The march toward a final day in ChemChina's acquisition of Syngenta is nearing. In mid-April, China approved the deal - with no remedies or divestitures required - and soon after India came on board. That got the ball rolling toward finalizing the deal. Earlier officials in the United States and the European Union gave the nod, but with some conditions.
In early May, ChemChina tendered for shares in the company from Syngenta shareholders. The goal was to hit the minimum of 67% of shares, in fact the total was 82.2%. ChemChina recently announced that it was tendering to purchase all outstanding shares and American Depositary Shares of the company as well. ChemChina has set a final date for May 24.

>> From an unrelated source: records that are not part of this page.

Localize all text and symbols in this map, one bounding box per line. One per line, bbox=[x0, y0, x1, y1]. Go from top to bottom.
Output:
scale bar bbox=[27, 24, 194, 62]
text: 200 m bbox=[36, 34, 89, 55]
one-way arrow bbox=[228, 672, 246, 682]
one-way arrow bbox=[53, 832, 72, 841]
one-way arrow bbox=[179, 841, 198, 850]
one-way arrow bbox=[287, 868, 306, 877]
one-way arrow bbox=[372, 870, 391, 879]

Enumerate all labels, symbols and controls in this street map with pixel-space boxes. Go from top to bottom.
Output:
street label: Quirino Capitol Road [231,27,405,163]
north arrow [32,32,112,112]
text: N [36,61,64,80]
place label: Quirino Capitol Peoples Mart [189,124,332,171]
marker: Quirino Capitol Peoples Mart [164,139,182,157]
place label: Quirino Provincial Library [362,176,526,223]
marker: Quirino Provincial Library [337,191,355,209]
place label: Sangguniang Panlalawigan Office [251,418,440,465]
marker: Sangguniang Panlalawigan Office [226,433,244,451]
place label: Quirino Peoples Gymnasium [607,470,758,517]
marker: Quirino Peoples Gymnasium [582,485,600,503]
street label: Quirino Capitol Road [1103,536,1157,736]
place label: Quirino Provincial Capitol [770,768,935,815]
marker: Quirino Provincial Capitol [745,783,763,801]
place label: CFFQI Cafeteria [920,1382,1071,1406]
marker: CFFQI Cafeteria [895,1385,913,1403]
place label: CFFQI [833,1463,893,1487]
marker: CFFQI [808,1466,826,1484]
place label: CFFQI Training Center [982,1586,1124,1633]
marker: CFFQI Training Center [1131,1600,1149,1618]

New board members are being lined up as part of the new ownership with four Independent Directors, and four members proposed by ChemChina. Those will be approved in a June 26 Annual General Meeting. As part of the announcement, the companies noted that Independent Directors must weigh in on any reduction in the Syngenta R&D budget below a specified level, or any change in the location of headquarters. If those would be proposed, two Independent Directors have to vote in favor.
This legal and corporate wrangling has been going on for months, but appears to be winding down. Late last year, Penton Agriculture spoke with Erik Fyrwald, CEO of Syngenta, about the opportunities ahead. He pointed out that when the dust settles from the merger, Syngenta remains an ag-focused company that is a "leader in crop protection products, number three in seeds worldwide and a leader in seed treatment products."

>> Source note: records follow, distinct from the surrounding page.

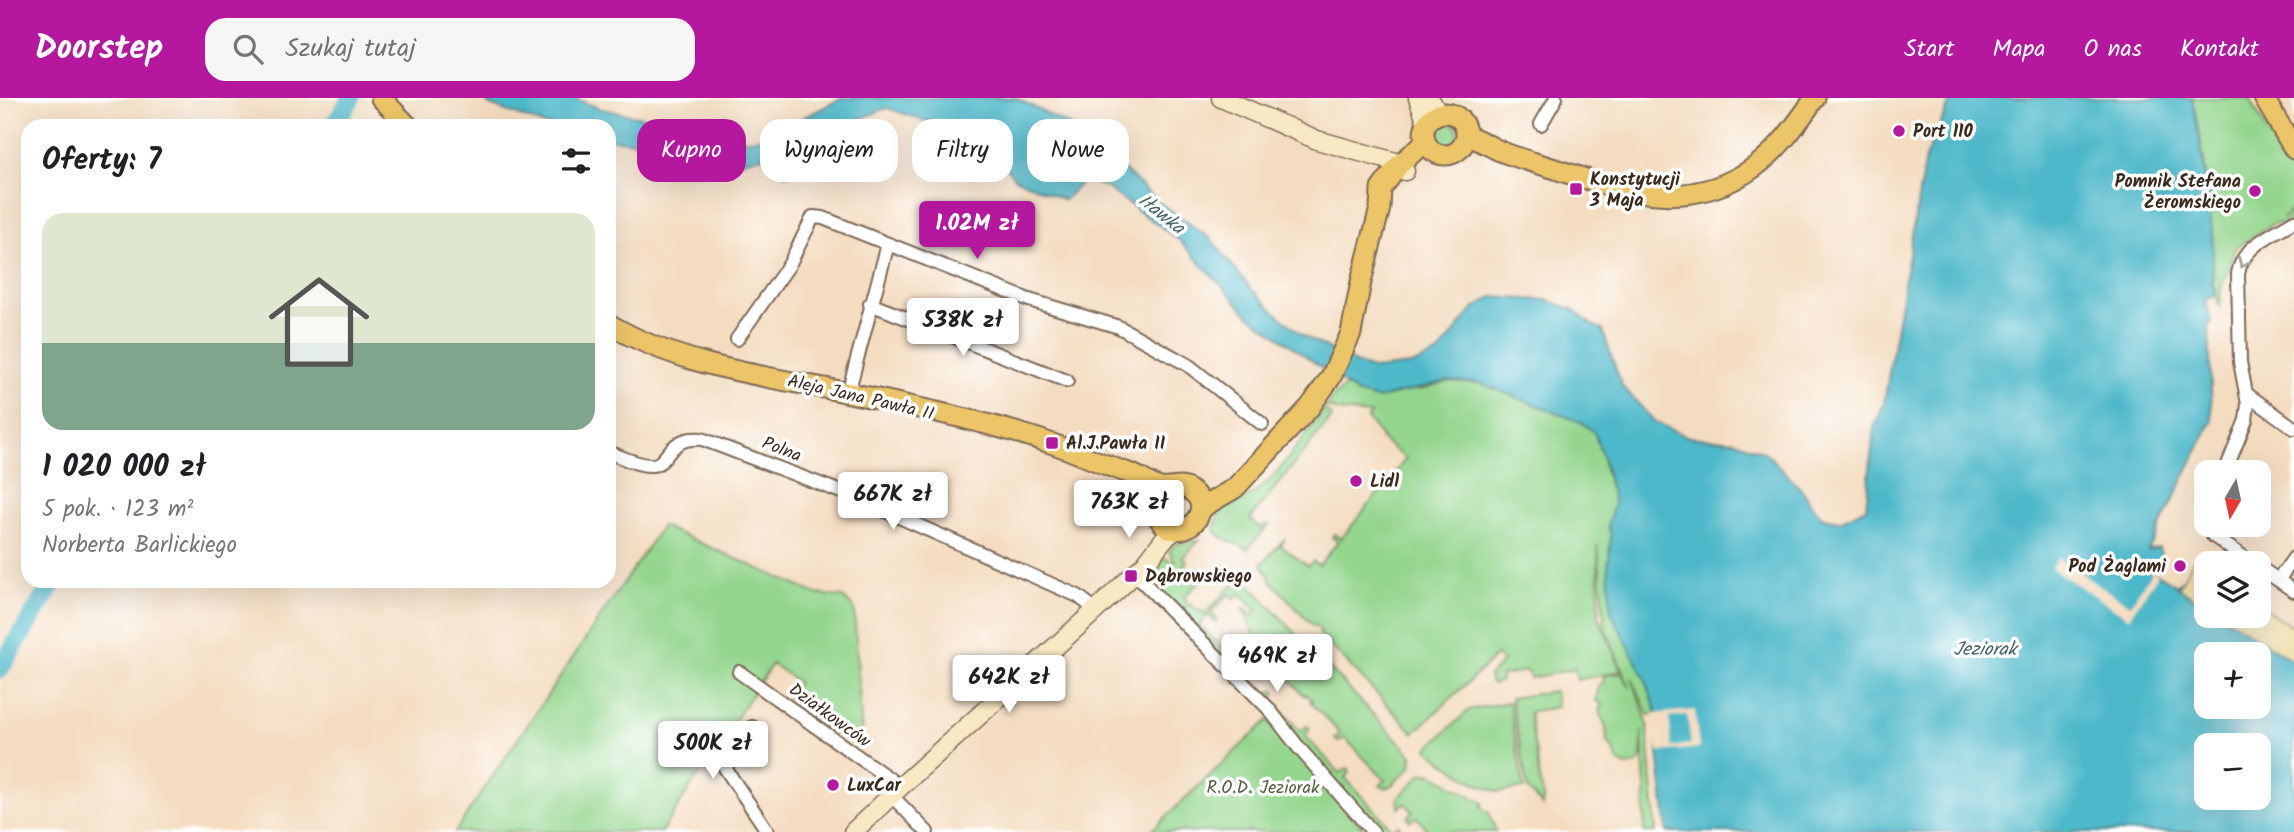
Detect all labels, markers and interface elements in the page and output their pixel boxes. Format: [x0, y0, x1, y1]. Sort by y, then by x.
search box [205, 18, 695, 81]
text: Doorstep [35, 23, 163, 76]
text: Szukaj tutaj [285, 28, 416, 70]
icon: search [229, 30, 267, 68]
text: Start [1904, 30, 1955, 69]
text: Mapa [1993, 30, 2045, 69]
text: O nas [2083, 30, 2142, 69]
text: Kontakt [2180, 30, 2259, 69]
place label: Port 110 [1913, 118, 1974, 147]
chip: Kupno [637, 119, 746, 182]
chip: Wynajem [760, 119, 898, 182]
chip: Filtry [912, 119, 1013, 182]
chip: Nowe [1027, 119, 1129, 182]
marker: Port 110 [1891, 123, 1907, 139]
text: Oferty: 7 [42, 137, 161, 185]
icon: filters [557, 142, 595, 180]
place label: Konstytucji 3 Maja [1589, 166, 1680, 216]
place label: Pomnik Stefana Żeromskiego [2115, 168, 2241, 218]
marker: Konstytucji 3 Maja [1568, 181, 1584, 197]
marker: Pomnik Stefana Żeromskiego [2247, 183, 2263, 199]
water label: Iławka [1131, 187, 1191, 243]
pin: 1.02M zł [905, 202, 1049, 261]
text: 1.02M zł [935, 206, 1019, 242]
one-way arrow [2237, 255, 2251, 268]
icon: home [256, 259, 382, 385]
pin: 538K zł [898, 299, 1028, 358]
text: 538K zł [923, 303, 1003, 339]
street label: Aleja Jana Pawła II [785, 368, 937, 429]
street label: Polna [757, 430, 806, 471]
place label: Al.J.Pawła II [1066, 430, 1166, 459]
marker: Al.J.Pawła II [1044, 435, 1060, 451]
text: 1 020 000 zł [42, 444, 206, 492]
north arrow [2194, 460, 2272, 537]
map controls [2194, 460, 2271, 810]
place label: Lidl [1370, 468, 1399, 497]
pin: 667K zł [828, 472, 958, 532]
marker: Lidl [1348, 473, 1364, 489]
text: 667K zł [854, 477, 932, 513]
pin: 763K zł [1064, 480, 1194, 540]
text: 763K zł [1090, 485, 1168, 521]
text: 5 pok. · 123 m² [42, 492, 193, 528]
text: Norberta Barlickiego [42, 528, 237, 564]
button: layers [2194, 551, 2271, 628]
place label: Pod Żaglami [2068, 553, 2166, 582]
marker: Pod Żaglami [2172, 558, 2188, 574]
place label: Dąbrowskiego [1145, 563, 1252, 592]
marker: Dąbrowskiego [1123, 568, 1139, 584]
pin: 469K zł [1212, 634, 1342, 694]
water label: Jeziorak [1953, 635, 2020, 665]
text: 469K zł [1237, 639, 1317, 675]
button: + [2194, 642, 2271, 719]
pin: 642K zł [944, 656, 1074, 715]
text: 642K zł [969, 660, 1049, 696]
street label: Działkowców [782, 676, 877, 757]
pin: 500K zł [648, 722, 778, 781]
text: 500K zł [674, 726, 752, 762]
button: − [2194, 733, 2271, 810]
place label: LuxCar [847, 772, 902, 801]
park label: R.O.D. Jeziorak [1207, 774, 1320, 803]
marker: LuxCar [825, 777, 841, 793]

Fyrwald acknowledged that Syngenta has opportunities in the seed business going forward as well. A former DuPont Pioneer executive, he knows the competitive landscape - even as other mergers and acquisitions reshape the market. For Syngenta, he said there's potential for seed market share growth. He noted that the company has a strong pipeline of seed tech and traits for the future, and will work to build on that.

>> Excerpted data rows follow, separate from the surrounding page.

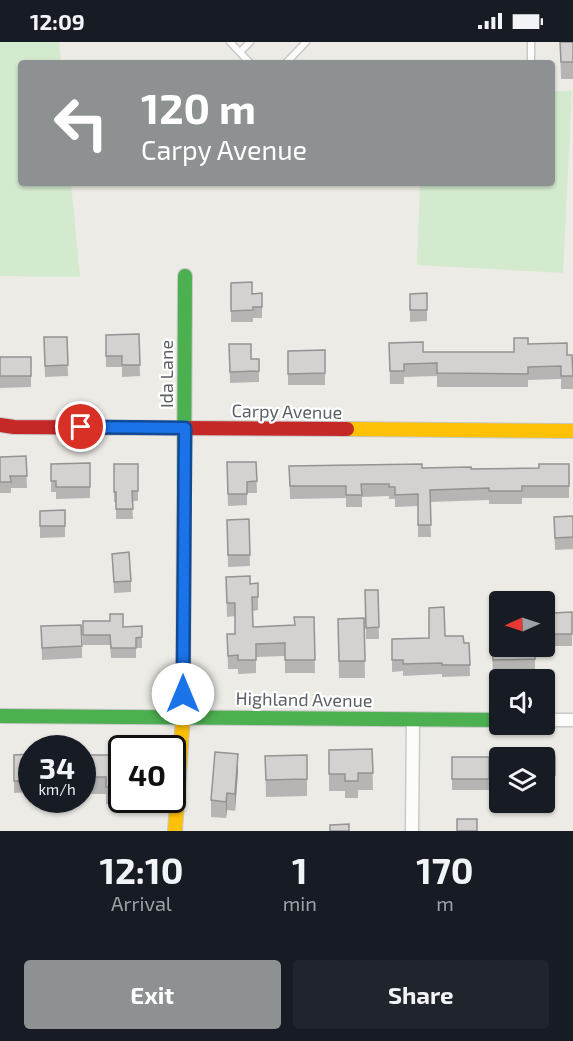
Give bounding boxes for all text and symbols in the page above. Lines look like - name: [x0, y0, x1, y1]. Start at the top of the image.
- text: 12:09: [30, 8, 85, 34]
- text: 120 m: [141, 82, 256, 132]
- icon: left: [42, 84, 120, 162]
- text: Carpy Avenue: [141, 133, 307, 165]
- street label: Ida Lane: [155, 340, 177, 408]
- street label: Carpy Avenue: [231, 399, 343, 423]
- pin: [55, 401, 106, 452]
- icon: arrive: [64, 410, 97, 443]
- north arrow: [489, 591, 555, 657]
- map controls: [489, 591, 555, 813]
- position arrow: [151, 662, 215, 726]
- button: sound: [489, 669, 555, 735]
- street label: Highland Avenue: [235, 687, 373, 711]
- speed limit sign: 40: [108, 735, 186, 813]
- button: layers: [489, 747, 555, 813]
- text: 34: [39, 749, 75, 785]
- text: km/h: [38, 780, 76, 798]
- text: 12:10: [99, 848, 183, 891]
- text: 1: [292, 848, 308, 891]
- text: 170: [416, 848, 474, 891]
- text: Arrival: [111, 891, 172, 915]
- text: min: [283, 891, 317, 915]
- text: m: [436, 891, 454, 915]
- button: Exit: [24, 960, 281, 1029]
- button: Share: [293, 960, 549, 1029]

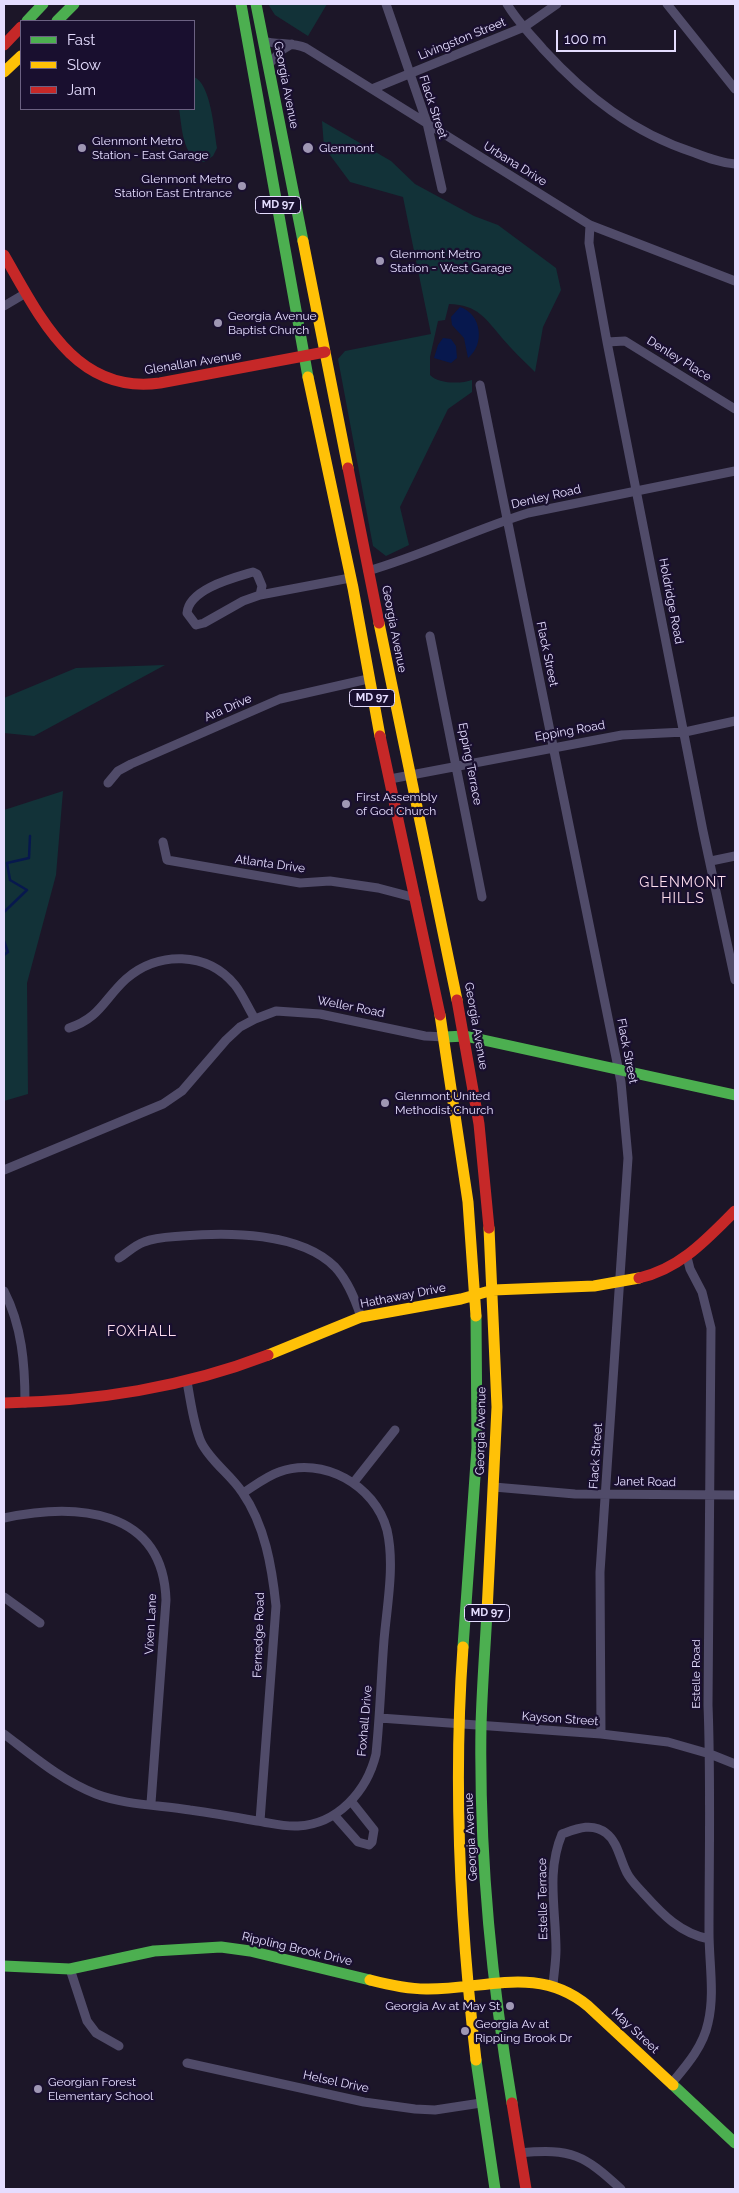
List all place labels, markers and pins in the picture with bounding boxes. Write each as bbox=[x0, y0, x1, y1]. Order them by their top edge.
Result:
place label: Glenmont Metro Station - East Garage bbox=[92, 134, 209, 162]
marker: Glenmont bbox=[301, 141, 315, 155]
place label: Glenmont bbox=[319, 141, 374, 155]
marker: Glenmont Metro Station - East Garage bbox=[76, 142, 88, 154]
place label: Glenmont Metro Station East Entrance bbox=[114, 172, 232, 200]
marker: Glenmont Metro Station East Entrance bbox=[236, 180, 248, 192]
place label: Glenmont Metro Station - West Garage bbox=[390, 247, 512, 275]
marker: Glenmont Metro Station - West Garage bbox=[374, 255, 386, 267]
place label: Georgia Avenue Baptist Church bbox=[228, 309, 317, 337]
marker: Georgia Avenue Baptist Church bbox=[212, 317, 224, 329]
place label: First Assembly of God Church bbox=[356, 790, 437, 818]
marker: First Assembly of God Church bbox=[340, 798, 352, 810]
place label: Glenmont United Methodist Church bbox=[395, 1089, 493, 1117]
marker: Glenmont United Methodist Church bbox=[379, 1097, 391, 1109]
place label: Georgia Av at May St bbox=[385, 1999, 500, 2013]
marker: Georgia Av at May St bbox=[504, 2000, 516, 2012]
place label: Georgia Av at Rippling Brook Dr bbox=[475, 2017, 572, 2045]
marker: Georgia Av at Rippling Brook Dr bbox=[459, 2025, 471, 2037]
place label: Georgian Forest Elementary School bbox=[48, 2075, 153, 2103]
marker: Georgian Forest Elementary School bbox=[32, 2083, 44, 2095]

Earlier in the decade, Syngenta had brought crop protection and seed together under one marketing organization. That's been unwound and each side will focus on their priorities. For crop protection that means Acuron and Trivapro - two new tools for farmers. Acuron is a herbicide launched in 2016 that has seen solid performance. Trivapro is a new fungicide product that also got solid first-year traction in 2016. And more crop protection tools are in the pipeline.
Fortune recently had a feature offering more background about why China is interested in Syngenta. The country has long been focused on keeping its people fed, so investments in ag and technology make sense. The country has dealt with famine as recently as the early 1960s, and its leaders remember those times. They don't want to see them again.
Historically, as the Syngenta deal comes to a close, it will rank as the largest non-Chinese investment in the country's history. At $43 billion it's more than double the next largest - CNOOC's purchase of Canadian energy company Nexen in 2013 for $15.2 billion.
There are future deals that have to be made by Syngenta and ChemChina to meet the requirements of countries that put restrictions on the sale. Adama, a ChemChina-owned marketer of post-patent products will be sold; as will some other assets as required by the U.S. and EU. But the prep work is about finished, the real work of moving forward has already begun.
Fyrwald came in as CEO in mid 2016, and hit the ground running. And he's confident about the new ownership: "ChemChina has no interest in cutting back. We'll lean into our pipeline." After the late-June annual meeting, with a new board in place, the new ownership structure of Syngenta will be complete. Then the real work of remaining competitive in a market where other merger and acquisition deals are still in the works, begins.